We know our data is synthetic, so let's load it up and take a look.

In [1]:
import pandas as pd

DATA = '/kaggle/input/global-population-dataset-20142024/population_by_year_2014_2024.csv'
df = pd.read_csv(filepath_or_buffer=DATA)
years = [column for column in df.columns if column.isnumeric()]
df.head()

Unnamed: 0,Country,2014,2015,2016,2017,2018,2019,2020,2021,2022,2023,2024
0,Afghanistan,56805036,58070279,59363704,60685938,62037623,63419415,64831984,66276015,67752210,69261285,70803973
1,Albania,127571863,129443136,131341857,133268430,135223262,137206769,139219371,141261494,143333572,145436043,147569355
2,Algeria,147582820,151776865,156090098,160525905,165087770,169779276,174604106,179566049,184669002,189916972,195314080
3,Andorra,133274038,134398607,135532666,136676293,137829571,138992580,140165403,141348122,142540821,143743584,144956495
4,Angola,35838921,36323701,36815040,37313024,37817745,38329292,38847760,39373240,39905829,40445621,40992715


First let's look at how the total population grows over the course of the period of interest.

In [2]:
from plotly import express

express.line(data_frame=df[years].sum(axis='index').to_frame().reset_index().rename(columns={'index': 'year', 0: 'population'}),
             x='year', y='population', )


What do we see? We see that the total population grows perfectly linearly over the period of interest, starting from just below 15 billion and ending just below 18 billion. What a different world this would be from the one we live in.

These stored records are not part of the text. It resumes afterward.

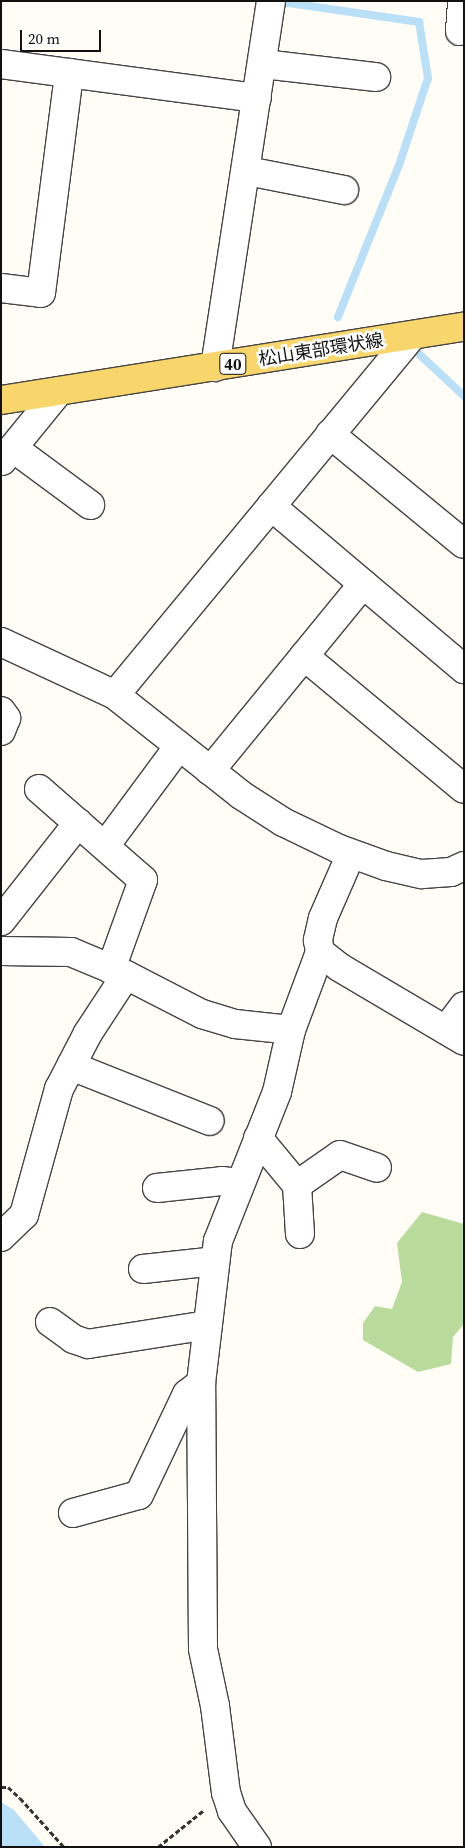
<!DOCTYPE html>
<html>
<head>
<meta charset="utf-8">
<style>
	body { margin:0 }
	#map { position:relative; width:465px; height:1848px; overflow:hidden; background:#fffdf5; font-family:"Source Serif 4","Noto Sans JP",serif }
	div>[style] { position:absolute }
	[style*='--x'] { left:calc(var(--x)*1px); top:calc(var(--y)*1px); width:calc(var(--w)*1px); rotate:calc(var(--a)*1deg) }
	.forest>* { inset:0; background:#b9dc9c }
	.water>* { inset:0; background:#b9e0f7 }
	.stream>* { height:8px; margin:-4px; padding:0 4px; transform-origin:4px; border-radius:4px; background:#b9e0f7 }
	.path>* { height:3px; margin-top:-1.5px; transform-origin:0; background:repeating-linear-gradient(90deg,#333 0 5px,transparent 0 7.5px) }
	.roads { filter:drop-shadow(1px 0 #444) drop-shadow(-1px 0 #444) drop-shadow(0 1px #444) drop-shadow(0 -1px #444) }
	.street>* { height:28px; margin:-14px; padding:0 14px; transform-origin:14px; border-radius:14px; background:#fff }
	.primary>* { height:28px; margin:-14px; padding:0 14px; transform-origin:14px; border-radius:14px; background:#f9d66b }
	span { translate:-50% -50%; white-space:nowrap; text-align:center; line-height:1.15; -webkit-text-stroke:5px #fff; paint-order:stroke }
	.shield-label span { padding:1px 4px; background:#fff; border:1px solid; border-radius:4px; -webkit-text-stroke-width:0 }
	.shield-label { font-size:16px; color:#111; font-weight:700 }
	.street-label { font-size:18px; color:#111 }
	.frame { position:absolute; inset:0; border:2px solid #111; pointer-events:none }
	.scale { position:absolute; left:20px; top:30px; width:81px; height:22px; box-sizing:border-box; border:2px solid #111; border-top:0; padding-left:6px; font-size:15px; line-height:18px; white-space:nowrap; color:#111; -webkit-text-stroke:4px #fff; paint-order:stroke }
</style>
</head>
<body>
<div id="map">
	<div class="forest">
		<div style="clip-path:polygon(422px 1212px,464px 1224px,464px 1324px,453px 1337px,451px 1364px,418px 1372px,363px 1340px,363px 1323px,375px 1306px,392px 1309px,402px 1282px,397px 1243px)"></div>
	</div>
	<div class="water">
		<div style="clip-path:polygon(1px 1802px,14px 1810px,45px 1847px,1px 1847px)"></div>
	</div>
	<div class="stream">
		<div style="--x:275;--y:1;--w:146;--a:8.3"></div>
		<div style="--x:419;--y:22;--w:57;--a:80.9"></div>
		<div style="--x:428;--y:78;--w:92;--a:108.4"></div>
		<div style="--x:399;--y:165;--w:164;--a:111.9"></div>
		<div style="--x:418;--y:353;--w:63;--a:43.1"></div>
	</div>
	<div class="path">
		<div style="--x:1;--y:1787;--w:7;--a:0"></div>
		<div style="--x:8;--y:1787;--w:16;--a:43"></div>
		<div style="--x:20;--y:1798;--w:66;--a:48.1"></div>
		<div style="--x:158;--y:1847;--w:59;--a:-38.8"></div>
	</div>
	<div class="roads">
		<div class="street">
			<div style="--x:460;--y:31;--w:30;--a:-86"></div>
			<div style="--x:1;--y:64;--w:258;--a:7.6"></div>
			<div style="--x:263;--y:64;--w:114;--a:6.6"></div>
			<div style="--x:247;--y:171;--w:99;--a:11.1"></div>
			<div style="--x:1;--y:288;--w:40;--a:7.1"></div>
			<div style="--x:41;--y:293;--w:222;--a:-82.7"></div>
			<div style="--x:215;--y:367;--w:370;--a:-81.3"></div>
			<div style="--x:330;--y:434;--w:173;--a:39.4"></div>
			<div style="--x:13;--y:448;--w:96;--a:36.5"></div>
			<div style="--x:2;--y:461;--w:90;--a:-50.8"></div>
			<div style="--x:271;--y:506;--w:253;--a:40.2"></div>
			<div style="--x:1;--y:642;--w:126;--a:24.9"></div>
			<div style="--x:115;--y:695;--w:161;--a:38.4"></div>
			<div style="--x:241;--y:795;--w:50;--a:32.7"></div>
			<div style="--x:283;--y:822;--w:62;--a:25.7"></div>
			<div style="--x:339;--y:849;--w:50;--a:19.9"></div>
			<div style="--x:386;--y:866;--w:37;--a:13"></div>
			<div style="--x:422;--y:874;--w:29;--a:-4"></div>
			<div style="--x:451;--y:872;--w:14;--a:-25"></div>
			<div style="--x:304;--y:656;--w:208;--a:39.7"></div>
			<div style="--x:115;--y:695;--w:466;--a:-50.4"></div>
			<div style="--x:1;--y:711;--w:9;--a:54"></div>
			<div style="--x:6;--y:718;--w:14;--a:111"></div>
			<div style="--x:210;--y:771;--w:242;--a:-50.7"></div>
			<div style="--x:39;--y:789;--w:138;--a:41.2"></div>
			<div style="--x:143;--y:880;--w:95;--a:109.8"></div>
			<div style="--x:105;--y:846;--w:124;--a:-53.5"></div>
			<div style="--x:351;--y:854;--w:70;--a:113.6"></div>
			<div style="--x:323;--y:918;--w:23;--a:103"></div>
			<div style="--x:318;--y:940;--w:12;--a:81"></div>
			<div style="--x:320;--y:952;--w:24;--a:38"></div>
			<div style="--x:339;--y:967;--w:145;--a:30.6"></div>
			<div style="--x:1;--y:921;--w:125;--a:-51.8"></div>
			<div style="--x:1;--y:951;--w:70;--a:0.8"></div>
			<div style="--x:71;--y:952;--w:60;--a:22.7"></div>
			<div style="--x:126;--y:975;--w:85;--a:27.2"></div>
			<div style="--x:202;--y:1014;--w:34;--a:17"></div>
			<div style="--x:235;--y:1024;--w:56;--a:6.1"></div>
			<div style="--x:446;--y:1030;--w:30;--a:-53"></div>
			<div style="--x:71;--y:1066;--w:149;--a:21.6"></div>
			<div style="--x:258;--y:1138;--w:61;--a:50.3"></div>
			<div style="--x:297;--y:1185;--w:52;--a:-34.9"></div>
			<div style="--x:340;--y:1155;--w:39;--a:19"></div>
			<div style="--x:297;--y:1185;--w:49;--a:86.5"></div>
			<div style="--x:157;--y:1188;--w:65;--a:-6.1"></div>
			<div style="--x:222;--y:1181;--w:17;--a:7"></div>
			<div style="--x:1;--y:1237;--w:32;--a:-44"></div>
			<div style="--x:24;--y:1215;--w:131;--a:-74.5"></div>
			<div style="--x:59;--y:1089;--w:63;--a:-62.6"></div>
			<div style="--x:88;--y:1033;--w:69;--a:-56.8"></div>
			<div style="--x:143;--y:1269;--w:72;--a:-6.3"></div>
			<div style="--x:50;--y:1322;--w:29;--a:36"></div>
			<div style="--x:73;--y:1339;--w:16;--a:18"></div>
			<div style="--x:88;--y:1344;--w:121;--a:-9"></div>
			<div style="--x:73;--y:1513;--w:68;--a:-15.3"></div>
			<div style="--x:139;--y:1495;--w:112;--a:-64.6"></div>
			<div style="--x:187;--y:1394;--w:18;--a:-38"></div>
			<div style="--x:257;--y:1847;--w:44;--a:-124.8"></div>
			<div style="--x:232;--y:1811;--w:19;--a:-108"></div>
			<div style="--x:226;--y:1793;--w:88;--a:-97.2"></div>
			<div style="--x:215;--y:1706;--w:58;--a:-101.9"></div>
			<div style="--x:203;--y:1649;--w:266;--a:-90.4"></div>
			<div style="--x:201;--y:1383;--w:143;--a:-83.2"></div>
			<div style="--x:218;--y:1241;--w:160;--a:-68.4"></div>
			<div style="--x:277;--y:1092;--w:64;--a:-77.3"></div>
			<div style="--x:291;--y:1030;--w:83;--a:-69.6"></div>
		</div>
		<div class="primary">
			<div style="--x:1;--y:400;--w:469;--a:-9"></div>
		</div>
	</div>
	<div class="shield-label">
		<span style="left:233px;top:364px">40</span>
	</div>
	<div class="street-label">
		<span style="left:321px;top:350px;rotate:-9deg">松山東部環状線</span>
	</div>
	<div class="frame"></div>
	<div class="scale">20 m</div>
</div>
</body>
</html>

Let's look at the same data broken out by country. We might expect that every country's synthetic population might grow smoothly year over year since the total grows smoothly year over year.

In [3]:
express.line(data_frame=df.melt(id_vars=['Country']).rename(columns={'variable': 'year', 'value': 'population'}), 
                x='year', y='population', color='Country', height=800, log_y=False)

Surprisingly some of the lines seem to cross, suggesting that not all countries grow at the same rate.

In [4]:
t_df = df[['Country', '2014', '2024']].copy()
t_df['change'] = t_df['2024'] / t_df['2014']
t_df = t_df.drop(columns=['2014', '2024'])
express.line(data_frame=t_df, x='Country', y='change')

Interestingly the change per country is seemingly randomly distributed.